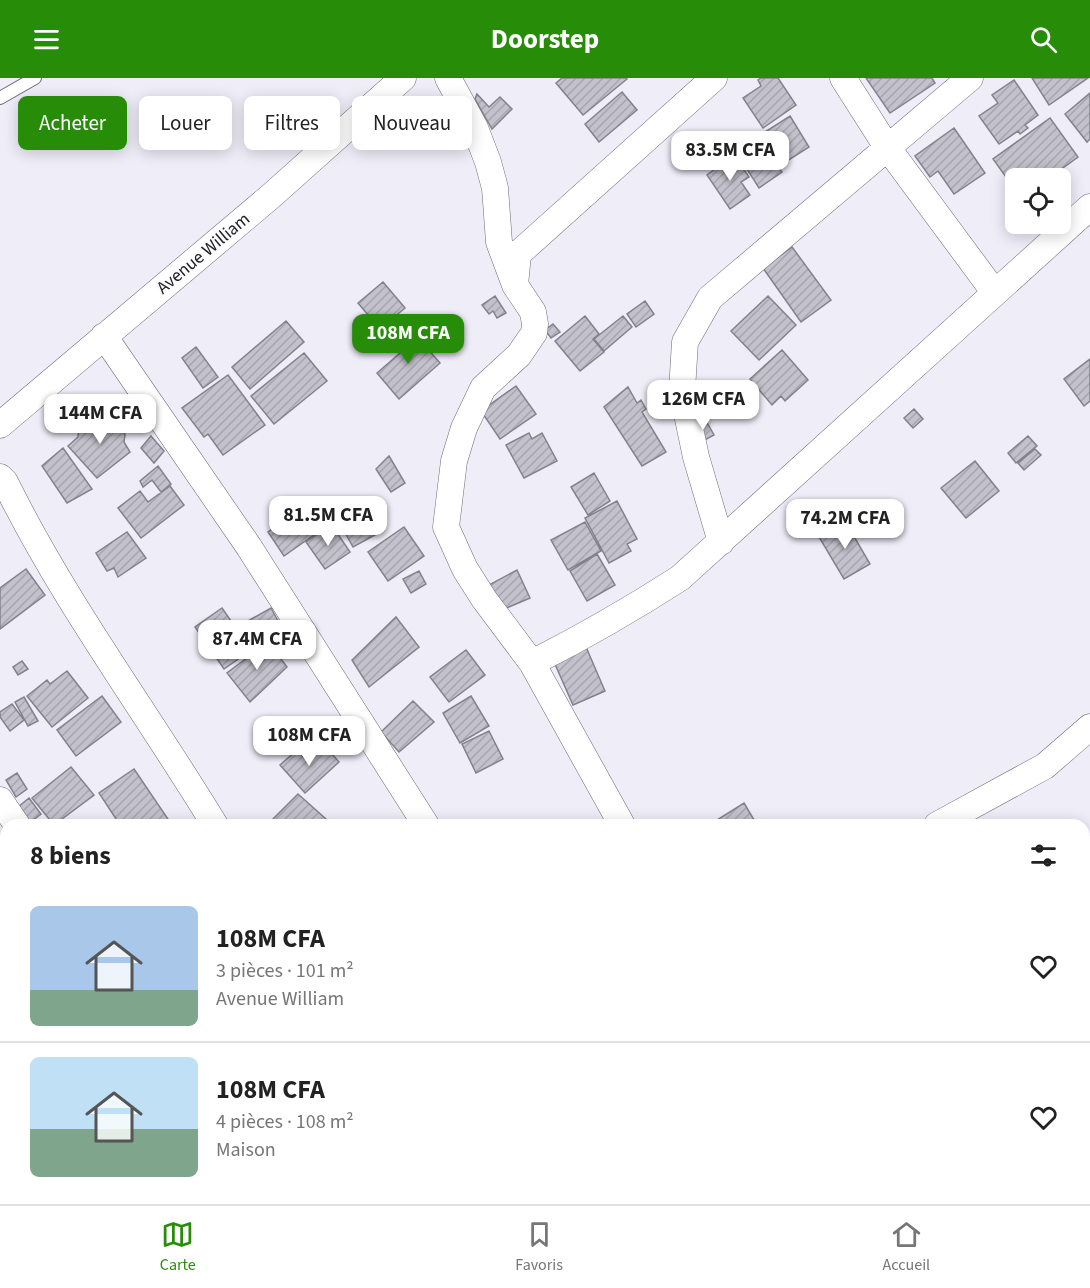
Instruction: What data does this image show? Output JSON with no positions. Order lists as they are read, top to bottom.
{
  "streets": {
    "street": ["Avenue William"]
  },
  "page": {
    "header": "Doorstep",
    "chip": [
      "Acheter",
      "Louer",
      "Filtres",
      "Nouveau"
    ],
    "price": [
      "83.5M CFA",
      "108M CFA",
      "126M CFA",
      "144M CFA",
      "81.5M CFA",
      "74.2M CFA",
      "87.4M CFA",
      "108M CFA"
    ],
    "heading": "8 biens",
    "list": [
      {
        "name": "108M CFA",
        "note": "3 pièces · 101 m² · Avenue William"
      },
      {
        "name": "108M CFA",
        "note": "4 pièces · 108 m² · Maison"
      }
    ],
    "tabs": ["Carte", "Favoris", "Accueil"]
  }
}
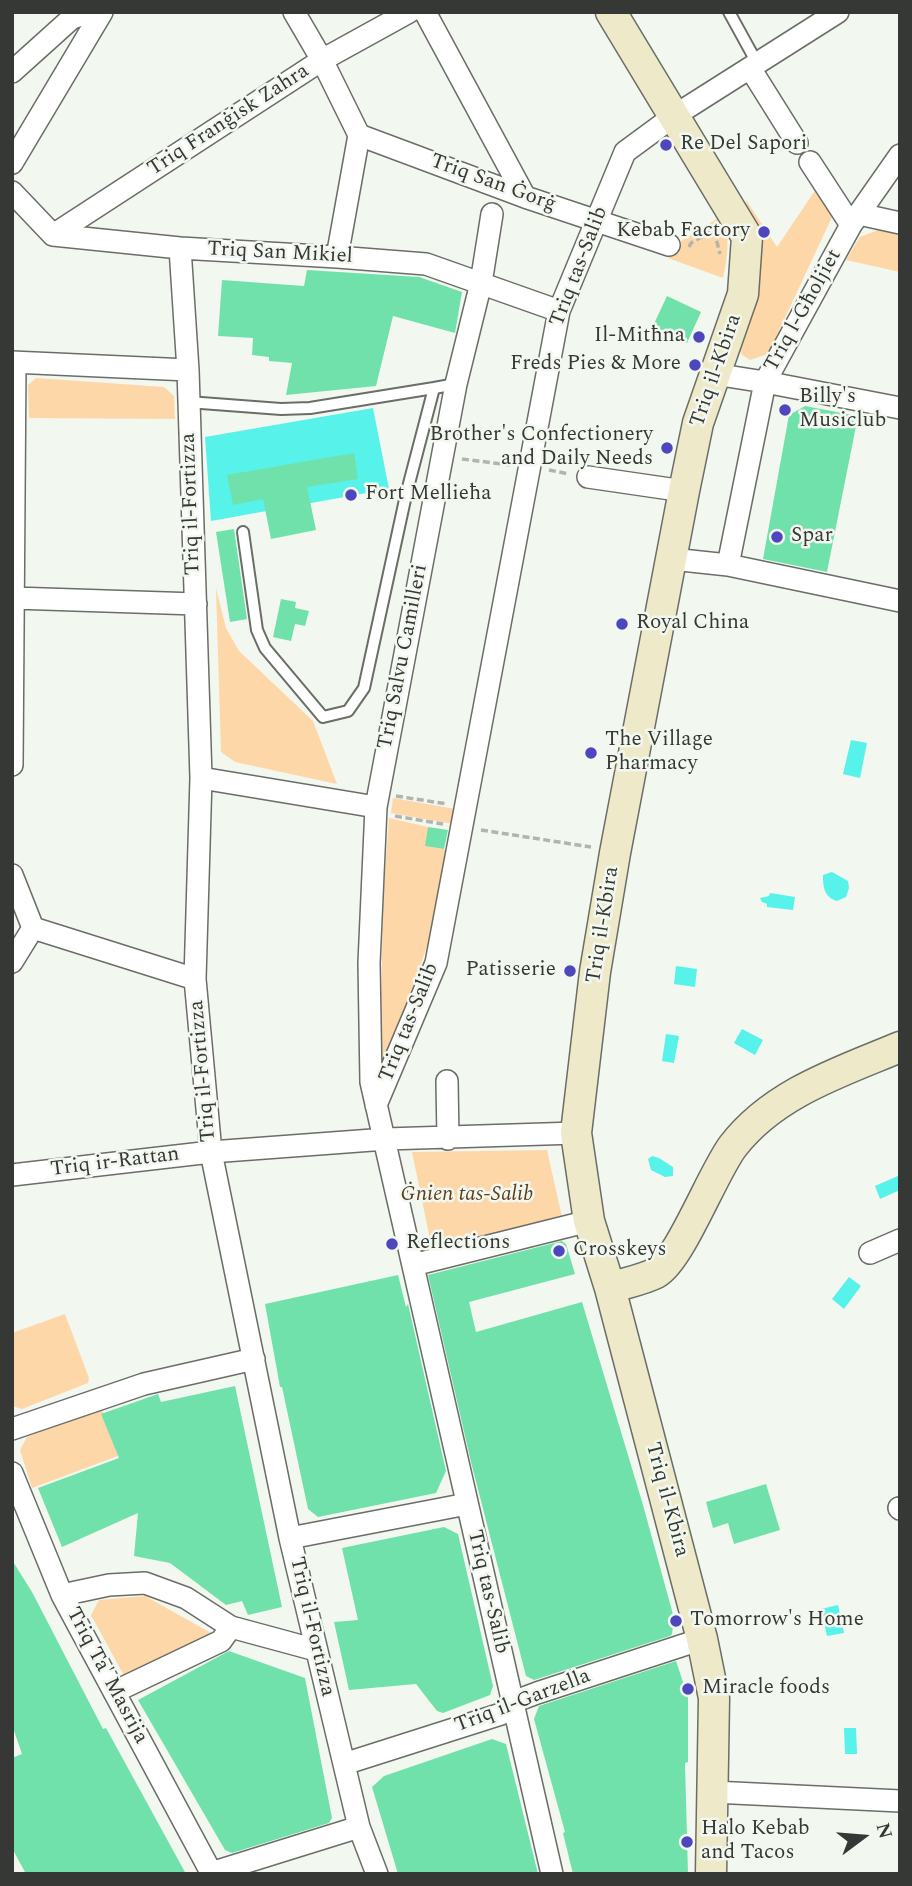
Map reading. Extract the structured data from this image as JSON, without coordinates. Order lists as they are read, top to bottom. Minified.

•••

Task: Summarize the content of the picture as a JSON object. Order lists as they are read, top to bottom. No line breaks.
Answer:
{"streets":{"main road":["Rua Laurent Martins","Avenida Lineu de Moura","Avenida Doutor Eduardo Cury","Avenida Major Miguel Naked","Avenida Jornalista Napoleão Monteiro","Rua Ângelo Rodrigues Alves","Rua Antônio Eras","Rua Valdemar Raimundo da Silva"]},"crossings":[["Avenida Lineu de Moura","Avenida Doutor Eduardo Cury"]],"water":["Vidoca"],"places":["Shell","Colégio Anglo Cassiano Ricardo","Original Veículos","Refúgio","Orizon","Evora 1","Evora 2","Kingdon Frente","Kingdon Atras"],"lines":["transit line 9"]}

•••

| Brief |
Repeat only the stretch of data above that runs from the line with "Instruction: What data" to the line with "Map reading. Extract". Keep both end lines; exclude pictures.

| Response to the task |
Instruction: What data does this image show? Output JSON with no positions. Order lists as they are read, top to bottom.
{
  "streets": {
    "street": ["Avenue William"]
  },
  "page": {
    "header": "Doorstep",
    "chip": [
      "Acheter",
      "Louer",
      "Filtres",
      "Nouveau"
    ],
    "price": [
      "83.5M CFA",
      "108M CFA",
      "126M CFA",
      "144M CFA",
      "81.5M CFA",
      "74.2M CFA",
      "87.4M CFA",
      "108M CFA"
    ],
    "heading": "8 biens",
    "list": [
      {
        "name": "108M CFA",
        "note": "3 pièces · 101 m² · Avenue William"
      },
      {
        "name": "108M CFA",
        "note": "4 pièces · 108 m² · Maison"
      }
    ],
    "tabs": ["Carte", "Favoris", "Accueil"]
  }
}
Map reading. Extract the structured data from this image as JSON, without coordinates. Order lists as they are read, top to bottom. Minified.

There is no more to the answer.